Saved entries:
+-------+

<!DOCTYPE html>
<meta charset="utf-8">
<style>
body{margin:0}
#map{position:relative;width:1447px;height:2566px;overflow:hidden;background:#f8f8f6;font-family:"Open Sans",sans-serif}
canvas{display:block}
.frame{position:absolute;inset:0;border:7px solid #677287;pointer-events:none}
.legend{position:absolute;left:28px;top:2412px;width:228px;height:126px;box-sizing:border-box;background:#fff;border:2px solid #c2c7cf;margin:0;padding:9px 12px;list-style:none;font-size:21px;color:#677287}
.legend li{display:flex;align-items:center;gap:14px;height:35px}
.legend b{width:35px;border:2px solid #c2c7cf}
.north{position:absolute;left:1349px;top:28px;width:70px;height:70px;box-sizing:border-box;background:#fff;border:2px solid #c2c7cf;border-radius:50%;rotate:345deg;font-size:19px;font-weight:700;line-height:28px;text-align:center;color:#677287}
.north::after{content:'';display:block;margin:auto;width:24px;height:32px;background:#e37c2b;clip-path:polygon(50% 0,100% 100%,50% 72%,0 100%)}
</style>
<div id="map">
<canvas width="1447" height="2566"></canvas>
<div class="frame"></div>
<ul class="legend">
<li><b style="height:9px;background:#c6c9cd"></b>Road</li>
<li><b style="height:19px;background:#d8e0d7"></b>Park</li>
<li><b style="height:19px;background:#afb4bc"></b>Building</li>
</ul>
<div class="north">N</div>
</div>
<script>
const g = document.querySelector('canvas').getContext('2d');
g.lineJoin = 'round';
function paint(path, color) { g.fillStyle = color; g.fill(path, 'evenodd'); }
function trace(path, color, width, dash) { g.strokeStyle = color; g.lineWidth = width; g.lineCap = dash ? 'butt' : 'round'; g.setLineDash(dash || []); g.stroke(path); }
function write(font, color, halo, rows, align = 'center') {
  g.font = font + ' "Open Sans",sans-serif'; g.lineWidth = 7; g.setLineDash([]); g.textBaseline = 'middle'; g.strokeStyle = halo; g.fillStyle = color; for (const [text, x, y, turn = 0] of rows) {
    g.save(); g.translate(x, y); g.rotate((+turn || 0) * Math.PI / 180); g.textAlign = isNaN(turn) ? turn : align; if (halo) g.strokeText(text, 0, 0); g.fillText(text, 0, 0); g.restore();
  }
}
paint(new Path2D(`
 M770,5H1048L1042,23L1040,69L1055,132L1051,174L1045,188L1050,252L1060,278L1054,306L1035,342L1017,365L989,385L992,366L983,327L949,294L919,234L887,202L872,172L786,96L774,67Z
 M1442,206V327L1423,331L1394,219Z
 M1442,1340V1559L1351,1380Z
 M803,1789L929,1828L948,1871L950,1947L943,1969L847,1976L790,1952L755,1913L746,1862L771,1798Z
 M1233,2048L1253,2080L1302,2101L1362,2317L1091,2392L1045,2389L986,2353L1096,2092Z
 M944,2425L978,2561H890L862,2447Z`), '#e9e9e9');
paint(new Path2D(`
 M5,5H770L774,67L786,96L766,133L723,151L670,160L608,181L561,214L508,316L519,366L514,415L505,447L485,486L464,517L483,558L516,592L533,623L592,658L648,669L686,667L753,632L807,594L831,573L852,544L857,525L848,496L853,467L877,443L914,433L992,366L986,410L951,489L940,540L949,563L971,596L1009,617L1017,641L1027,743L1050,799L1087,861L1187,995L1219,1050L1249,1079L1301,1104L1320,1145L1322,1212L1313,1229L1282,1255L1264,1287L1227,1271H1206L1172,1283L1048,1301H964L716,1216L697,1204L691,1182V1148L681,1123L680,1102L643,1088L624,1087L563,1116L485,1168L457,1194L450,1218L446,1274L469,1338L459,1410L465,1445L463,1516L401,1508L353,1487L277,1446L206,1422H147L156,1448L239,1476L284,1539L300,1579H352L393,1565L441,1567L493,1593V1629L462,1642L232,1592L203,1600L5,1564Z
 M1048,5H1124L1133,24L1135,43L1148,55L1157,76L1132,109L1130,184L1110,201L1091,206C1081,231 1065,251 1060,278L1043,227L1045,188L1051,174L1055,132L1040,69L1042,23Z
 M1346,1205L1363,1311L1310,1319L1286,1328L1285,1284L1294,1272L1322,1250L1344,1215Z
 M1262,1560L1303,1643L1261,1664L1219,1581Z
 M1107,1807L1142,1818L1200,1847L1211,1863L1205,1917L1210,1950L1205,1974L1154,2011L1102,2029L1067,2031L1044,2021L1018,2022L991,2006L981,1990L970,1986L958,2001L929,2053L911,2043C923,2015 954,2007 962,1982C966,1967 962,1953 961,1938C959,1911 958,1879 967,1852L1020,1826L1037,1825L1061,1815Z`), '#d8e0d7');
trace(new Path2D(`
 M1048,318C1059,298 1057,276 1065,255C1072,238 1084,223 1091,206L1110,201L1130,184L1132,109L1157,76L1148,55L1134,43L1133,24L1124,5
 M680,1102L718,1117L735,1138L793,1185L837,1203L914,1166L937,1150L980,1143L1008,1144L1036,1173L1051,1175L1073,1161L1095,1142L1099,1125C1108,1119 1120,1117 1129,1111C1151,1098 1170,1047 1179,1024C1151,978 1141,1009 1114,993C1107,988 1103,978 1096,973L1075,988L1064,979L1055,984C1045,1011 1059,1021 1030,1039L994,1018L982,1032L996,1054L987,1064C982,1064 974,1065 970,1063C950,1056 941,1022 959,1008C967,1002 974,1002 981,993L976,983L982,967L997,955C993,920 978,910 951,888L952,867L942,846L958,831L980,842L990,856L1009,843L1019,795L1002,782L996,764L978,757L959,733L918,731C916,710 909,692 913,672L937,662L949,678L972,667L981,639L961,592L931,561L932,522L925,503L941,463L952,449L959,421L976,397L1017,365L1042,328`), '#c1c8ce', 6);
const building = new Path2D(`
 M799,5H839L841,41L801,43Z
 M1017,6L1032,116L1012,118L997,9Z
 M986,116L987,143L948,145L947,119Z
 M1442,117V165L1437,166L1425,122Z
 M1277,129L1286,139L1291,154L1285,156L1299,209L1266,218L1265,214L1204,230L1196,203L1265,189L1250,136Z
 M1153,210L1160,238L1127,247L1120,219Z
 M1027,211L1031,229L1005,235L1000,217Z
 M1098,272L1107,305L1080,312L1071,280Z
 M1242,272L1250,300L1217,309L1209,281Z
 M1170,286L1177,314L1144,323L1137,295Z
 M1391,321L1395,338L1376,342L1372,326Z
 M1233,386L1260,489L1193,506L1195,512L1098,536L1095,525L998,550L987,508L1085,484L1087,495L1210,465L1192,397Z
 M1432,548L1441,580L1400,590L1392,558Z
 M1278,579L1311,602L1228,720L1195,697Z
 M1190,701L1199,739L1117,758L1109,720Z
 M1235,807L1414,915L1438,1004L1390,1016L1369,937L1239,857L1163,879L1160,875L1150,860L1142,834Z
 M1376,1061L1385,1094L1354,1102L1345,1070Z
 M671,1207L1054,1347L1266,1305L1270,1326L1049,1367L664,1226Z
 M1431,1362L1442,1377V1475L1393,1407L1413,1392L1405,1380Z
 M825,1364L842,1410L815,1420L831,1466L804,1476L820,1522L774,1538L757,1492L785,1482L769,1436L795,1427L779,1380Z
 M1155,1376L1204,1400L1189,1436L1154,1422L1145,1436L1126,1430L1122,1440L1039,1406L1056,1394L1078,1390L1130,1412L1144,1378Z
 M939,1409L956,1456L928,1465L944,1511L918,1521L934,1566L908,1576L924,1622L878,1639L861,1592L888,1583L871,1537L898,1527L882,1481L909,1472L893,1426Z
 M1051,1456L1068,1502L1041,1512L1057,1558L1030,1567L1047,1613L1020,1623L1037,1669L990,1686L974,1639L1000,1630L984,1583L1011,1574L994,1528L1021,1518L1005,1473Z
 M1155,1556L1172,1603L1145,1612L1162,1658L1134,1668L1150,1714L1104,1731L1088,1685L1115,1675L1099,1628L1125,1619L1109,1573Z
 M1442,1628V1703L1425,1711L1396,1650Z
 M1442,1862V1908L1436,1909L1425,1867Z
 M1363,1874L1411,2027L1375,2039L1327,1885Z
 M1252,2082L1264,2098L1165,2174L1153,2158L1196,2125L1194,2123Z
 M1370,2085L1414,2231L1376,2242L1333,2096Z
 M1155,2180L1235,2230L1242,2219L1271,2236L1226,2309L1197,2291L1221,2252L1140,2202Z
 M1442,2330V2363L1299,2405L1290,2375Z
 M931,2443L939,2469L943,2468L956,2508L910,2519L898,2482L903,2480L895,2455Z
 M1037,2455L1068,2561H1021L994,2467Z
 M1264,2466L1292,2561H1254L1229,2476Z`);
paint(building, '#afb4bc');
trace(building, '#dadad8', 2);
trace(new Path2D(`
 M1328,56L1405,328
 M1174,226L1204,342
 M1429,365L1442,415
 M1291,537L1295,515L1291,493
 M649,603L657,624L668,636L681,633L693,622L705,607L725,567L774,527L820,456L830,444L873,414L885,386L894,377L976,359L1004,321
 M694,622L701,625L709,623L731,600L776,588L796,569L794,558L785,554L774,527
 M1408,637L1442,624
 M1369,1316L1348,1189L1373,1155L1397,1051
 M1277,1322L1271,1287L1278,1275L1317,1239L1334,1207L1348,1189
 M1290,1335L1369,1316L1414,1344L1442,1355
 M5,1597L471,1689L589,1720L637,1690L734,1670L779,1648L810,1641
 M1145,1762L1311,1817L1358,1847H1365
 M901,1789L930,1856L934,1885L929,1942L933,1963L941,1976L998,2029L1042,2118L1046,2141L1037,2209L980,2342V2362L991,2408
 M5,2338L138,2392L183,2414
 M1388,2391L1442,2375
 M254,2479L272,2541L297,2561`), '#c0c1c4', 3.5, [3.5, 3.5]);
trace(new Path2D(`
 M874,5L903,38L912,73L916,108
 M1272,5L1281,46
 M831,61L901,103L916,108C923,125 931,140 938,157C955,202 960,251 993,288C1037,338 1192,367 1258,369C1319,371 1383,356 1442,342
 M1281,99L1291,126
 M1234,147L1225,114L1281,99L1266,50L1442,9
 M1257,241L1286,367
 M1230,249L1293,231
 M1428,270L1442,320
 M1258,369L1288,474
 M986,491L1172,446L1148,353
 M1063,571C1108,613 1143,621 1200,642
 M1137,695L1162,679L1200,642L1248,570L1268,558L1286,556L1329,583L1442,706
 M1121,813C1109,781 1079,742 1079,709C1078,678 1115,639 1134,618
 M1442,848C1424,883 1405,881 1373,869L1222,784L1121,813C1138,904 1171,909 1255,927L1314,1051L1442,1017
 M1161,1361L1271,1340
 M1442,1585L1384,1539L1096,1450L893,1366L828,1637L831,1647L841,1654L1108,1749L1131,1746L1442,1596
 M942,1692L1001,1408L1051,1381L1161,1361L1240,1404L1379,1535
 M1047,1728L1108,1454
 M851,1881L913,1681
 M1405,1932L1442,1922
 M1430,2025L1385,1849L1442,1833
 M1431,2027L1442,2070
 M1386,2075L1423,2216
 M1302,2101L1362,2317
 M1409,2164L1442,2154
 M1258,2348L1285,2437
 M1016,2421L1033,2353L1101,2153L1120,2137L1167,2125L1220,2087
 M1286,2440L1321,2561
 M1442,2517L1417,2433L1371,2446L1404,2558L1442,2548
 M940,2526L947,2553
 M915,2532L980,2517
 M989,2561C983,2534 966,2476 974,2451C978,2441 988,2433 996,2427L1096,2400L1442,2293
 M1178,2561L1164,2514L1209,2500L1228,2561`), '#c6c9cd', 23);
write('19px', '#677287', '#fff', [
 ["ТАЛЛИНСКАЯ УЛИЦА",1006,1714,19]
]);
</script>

+-------+

• Task statement:
Among the lines of the records, copy out each one that contains the word "absolute".

• Solution to this exercise:
.frame{position:absolute;inset:0;border:7px solid #677287;pointer-events:none}
.legend{position:absolute;left:28px;top:2412px;width:228px;height:126px;box-sizing:border-box;background:#fff;border:2px solid #c2c7cf;margin:0;padding:9px 12px;list-style:none;font-size:21px;color:#677287}
.north{position:absolute;left:1349px;top:28px;width:70px;height:70px;box-sizing:border-box;background:#fff;border:2px solid #c2c7cf;border-radius:50%;rotate:345deg;font-size:19px;font-weight:700;line-height:28px;text-align:center;color:#677287}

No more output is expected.